The move is part of a worldwide trend for supermarkets to muscle into the territory of banks and insurance companies.
It’s no bad thing to see a supermarket doing this. As the insurance industry reminds us, many New Zealand families are underinsured.
For families with no insurance, tragedies like the death or serious illness of a breadwinner can lead very quickly to a household financial crisis.
Heaven forbid your death means your loved ones can’t keep up the mortgage payments.
There are really only two routes to deciding how much cover to have.
The first is to go to a suitably qualified insurance adviser.
Their job is to help you to work out what risks you could insure against and give you options for insuring against their happening.
The adviser’s focus is on making sure there is money there for the family in the case of the death, illness or injury of breadwinners and
selling the people the breadwinner relies on, such as stay-athome spouses.
The kinds of policies advisers will offer will include life insurance, critical illness cover, income protection and medical insurance.

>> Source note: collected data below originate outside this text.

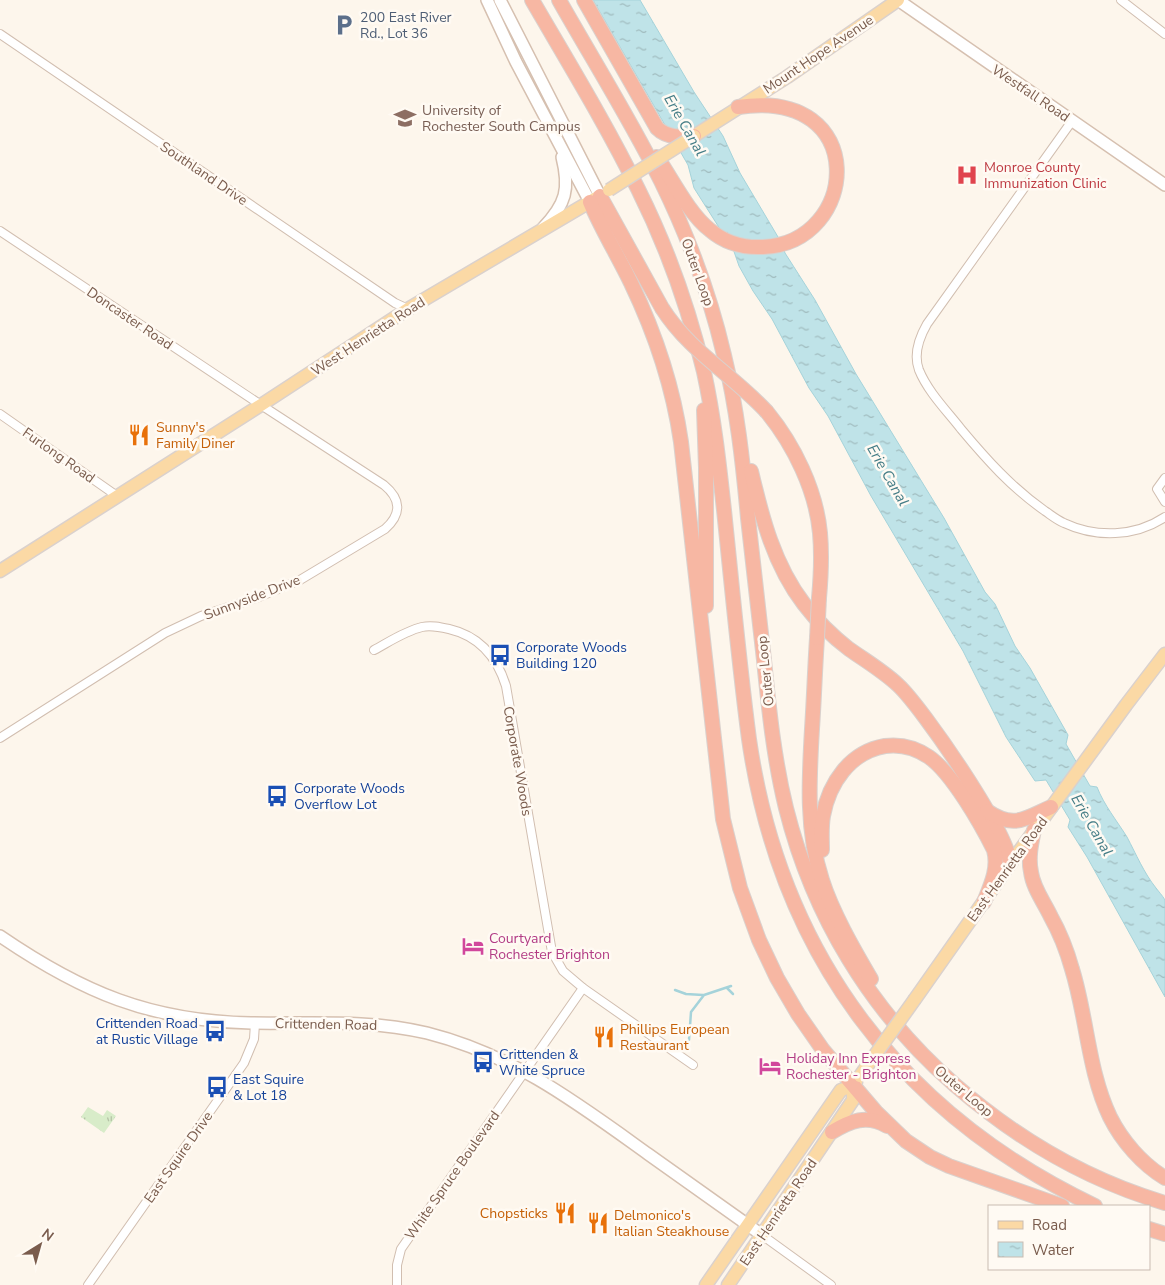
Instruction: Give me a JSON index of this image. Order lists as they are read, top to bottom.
{
  "streets": {
    "highway": ["Outer Loop"],
    "main road": ["Mount Hope Avenue", "West Henrietta Road", "East Henrietta Road"],
    "street": [
      "Westfall Road",
      "Southland Drive",
      "Doncaster Road",
      "Furlong Road",
      "Sunnyside Drive",
      "Corporate Woods",
      "Crittenden Road",
      "East Squire Drive",
      "White Spruce Boulevard"
    ]
  },
  "crossings": [
    ["Mount Hope Avenue", "Westfall Road"],
    ["Mount Hope Avenue", "West Henrietta Road"],
    ["Southland Drive", "West Henrietta Road"],
    ["Doncaster Road", "West Henrietta Road"],
    ["Doncaster Road", "Sunnyside Drive"],
    ["West Henrietta Road", "Furlong Road"],
    ["West Henrietta Road", "Sunnyside Drive"],
    ["East Henrietta Road", "Crittenden Road"],
    ["Crittenden Road", "East Squire Drive"],
    ["Crittenden Road", "White Spruce Boulevard"]
  ],
  "water": ["Erie Canal"],
  "places": {
    "parking": ["200 East River Rd., Lot 36"],
    "school or university": ["University of Rochester South Campus"],
    "hospital": ["Monroe County Immunization Clinic"],
    "restaurant": [
      "Sunny's Family Diner",
      "Phillips European Restaurant",
      "Chopsticks",
      "Delmonico's Italian Steakhouse"
    ],
    "bus stop": [
      "Corporate Woods Building 120",
      "Corporate Woods Overflow Lot",
      "Crittenden Road at Rustic Village",
      "Crittenden & White Spruce",
      "East Squire & Lot 18"
    ],
    "hotel": ["Courtyard Rochester Brighton", "Holiday Inn Express Rochester - Brighton"]
  },
  "legend": ["Road", "Water"],
  "north": "top right"
}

It will then be up to you to decide how much you can afford.
Buying insurance is a balancing act. You have to balance spending money on insurance premiums against spending on other things such as living and building up your savings and equity for a prosperous future.

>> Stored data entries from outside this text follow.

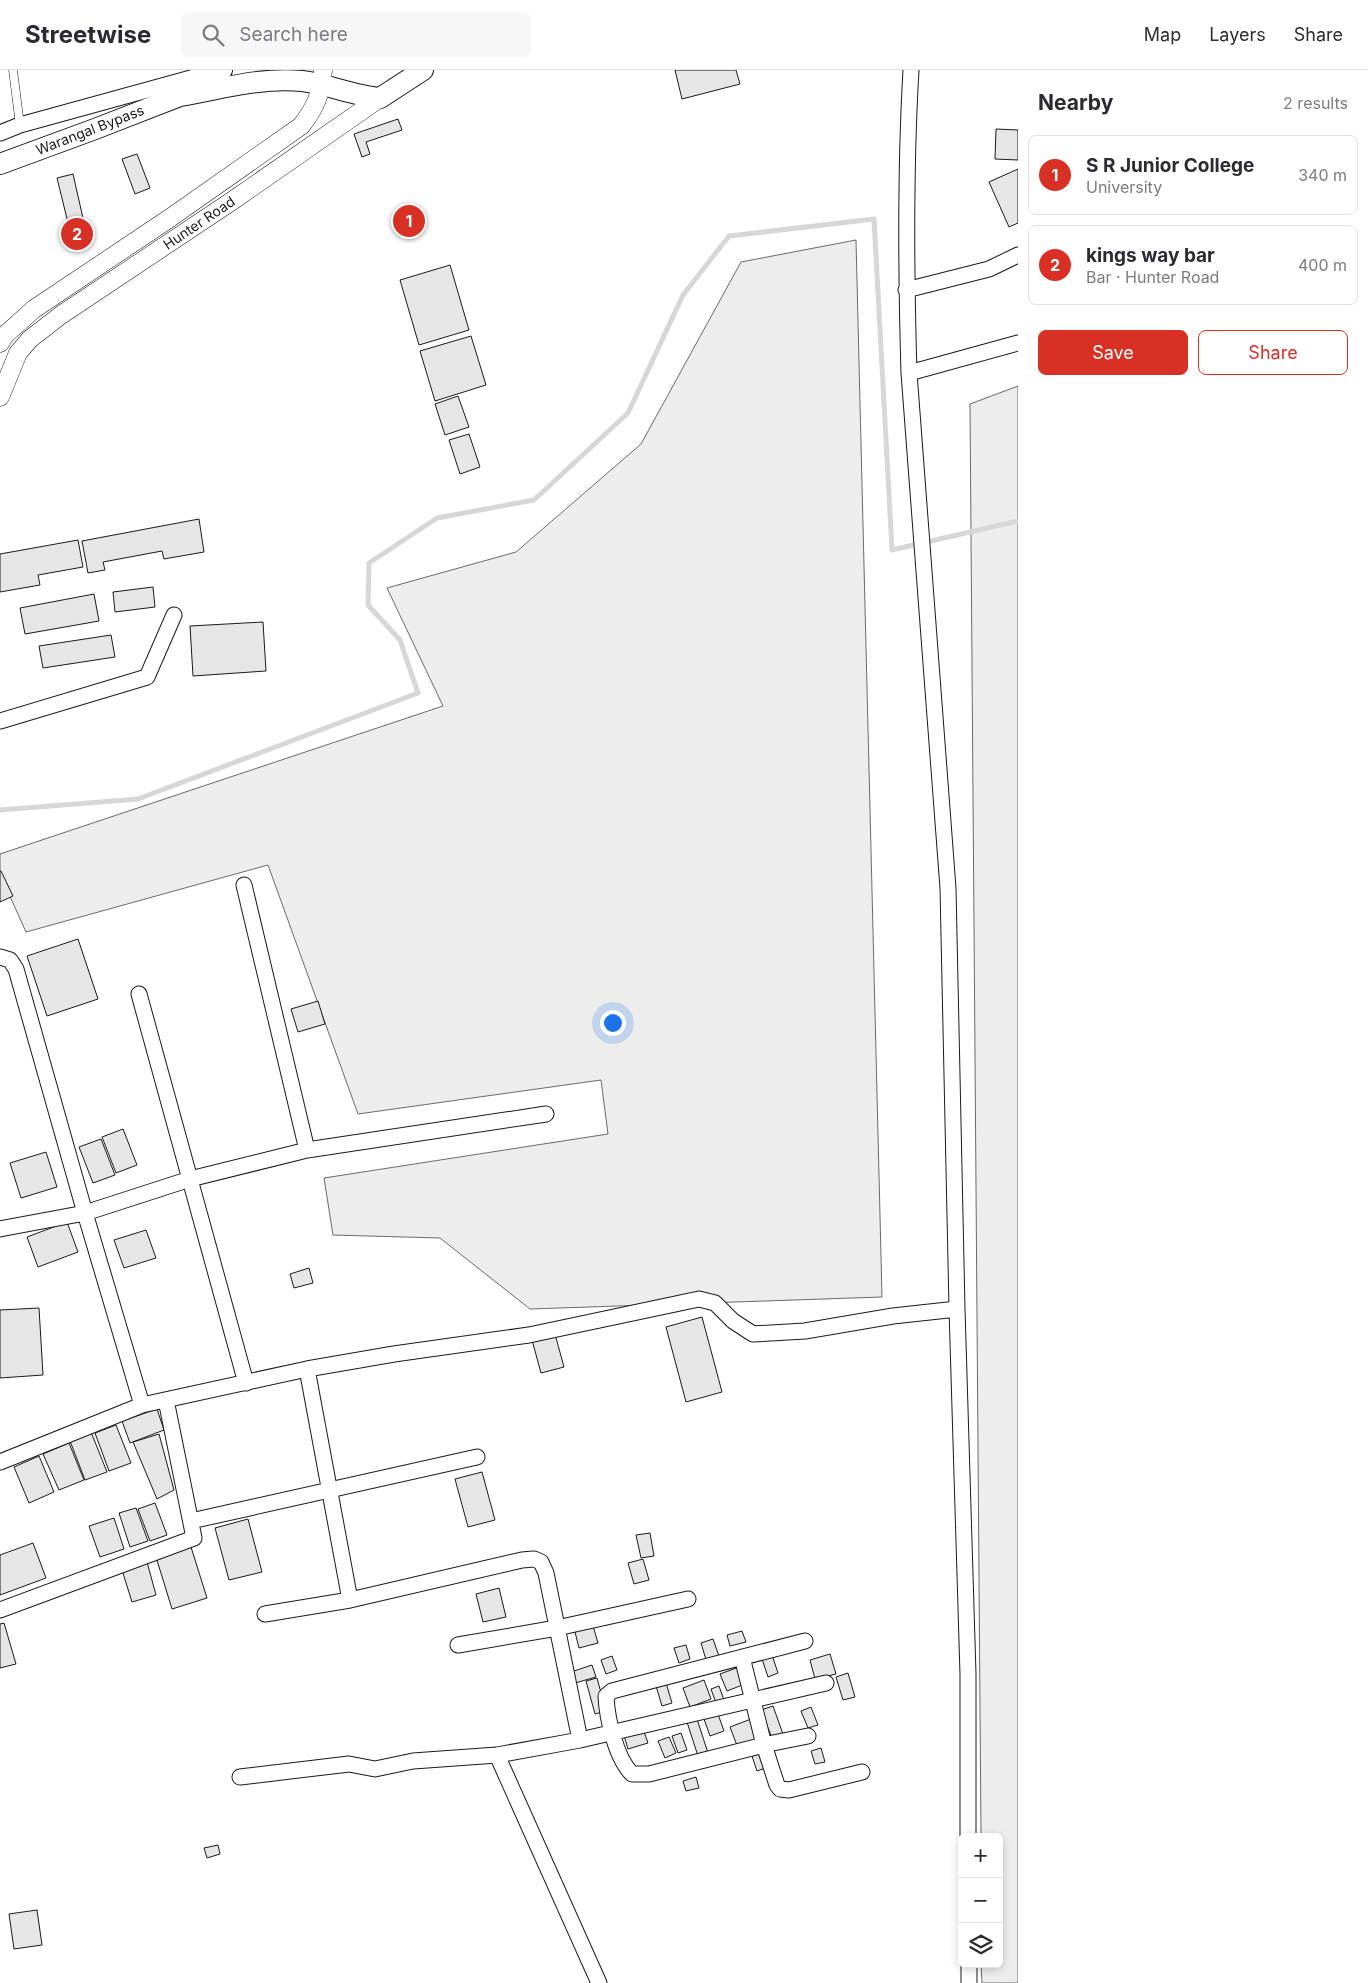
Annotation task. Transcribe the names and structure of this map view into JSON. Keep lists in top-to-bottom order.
{
  "streets": {
    "main road": ["Warangal Bypass", "Hunter Road"]
  },
  "crossings": [
    ["Warangal Bypass", "Hunter Road"]
  ],
  "page": {
    "header": "Streetwise",
    "search": "Search here",
    "nav": ["Map", "Layers", "Share"],
    "heading": ["Nearby", "2 results"],
    "list": [
      {
        "mark": "1",
        "name": "S R Junior College",
        "note": "University",
        "value": "340 m"
      },
      {
        "mark": "2",
        "name": "kings way bar",
        "note": "Bar · Hunter Road",
        "value": "400 m"
      }
    ],
    "pins": ["1", "2"],
    "buttons": ["Save", "Share"],
    "map_buttons": ["+", "−"]
  }
}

But if you opt to buy direct instead of going to an insurance adviser, the question arises of how much insurance you should have.
Here, you become your own adviser.
Anyone with complex affairs, such as business owners and the selfemployed, should really consider going to a suitably qualified insurance adviser.

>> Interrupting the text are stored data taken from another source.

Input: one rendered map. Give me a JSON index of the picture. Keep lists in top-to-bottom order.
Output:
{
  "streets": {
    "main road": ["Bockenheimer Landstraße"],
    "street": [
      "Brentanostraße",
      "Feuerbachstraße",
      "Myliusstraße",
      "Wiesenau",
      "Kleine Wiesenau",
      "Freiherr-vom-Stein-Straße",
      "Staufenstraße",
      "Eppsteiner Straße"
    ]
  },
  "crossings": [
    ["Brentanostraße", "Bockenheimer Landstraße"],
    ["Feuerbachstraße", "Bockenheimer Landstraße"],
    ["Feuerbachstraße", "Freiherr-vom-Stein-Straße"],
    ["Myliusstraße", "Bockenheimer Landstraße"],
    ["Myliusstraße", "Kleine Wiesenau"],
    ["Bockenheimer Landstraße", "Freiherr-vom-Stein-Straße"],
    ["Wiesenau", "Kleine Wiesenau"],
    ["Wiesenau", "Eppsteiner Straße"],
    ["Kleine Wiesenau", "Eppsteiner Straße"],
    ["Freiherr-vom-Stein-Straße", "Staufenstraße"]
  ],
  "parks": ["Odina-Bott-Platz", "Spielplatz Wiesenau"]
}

But those with uncomplicated lives can make decisions for themselves.
But you have to do your homework.
The internet is replete with insurance ‘‘calculators’’ to help you decide how much to have.
There can be differences between them and some are quite limited so the trick is to use three or four of them to make your calculations. That way you get multiple chances to think over your insurance needs.
The Countdown online life insurance calculator is a good place to start.
Filling it in requires you to think about what monthly income you’d want your family to have should you die.
It asks how much you would require for ‘‘immediate’’ needs such as funeral expenses.
And it asks what lump sum of ‘‘long-term’’ money you’d want paid to your family to help pay for future expenses such as the kids’ university expenses.
Immediate needs, monthly needs, long-term needs.
Three useful classes need to think about.
The Countdown calculator, however, focuses on the event of your death.
The drag on your family could be worse if you have a massive health event but do not die.
So you then need to go and find a calculator that factors that in income protection, such as the one Kiwibank has built.
But even that will fall short of the craft and experience that a good insurance adviser will bring and it does not consider medical insurance.
And an insurance adviser will do something many amateur DIY-insurance buyers will fail to do, which is to revisit their cover every year or so to check it still suits their needs.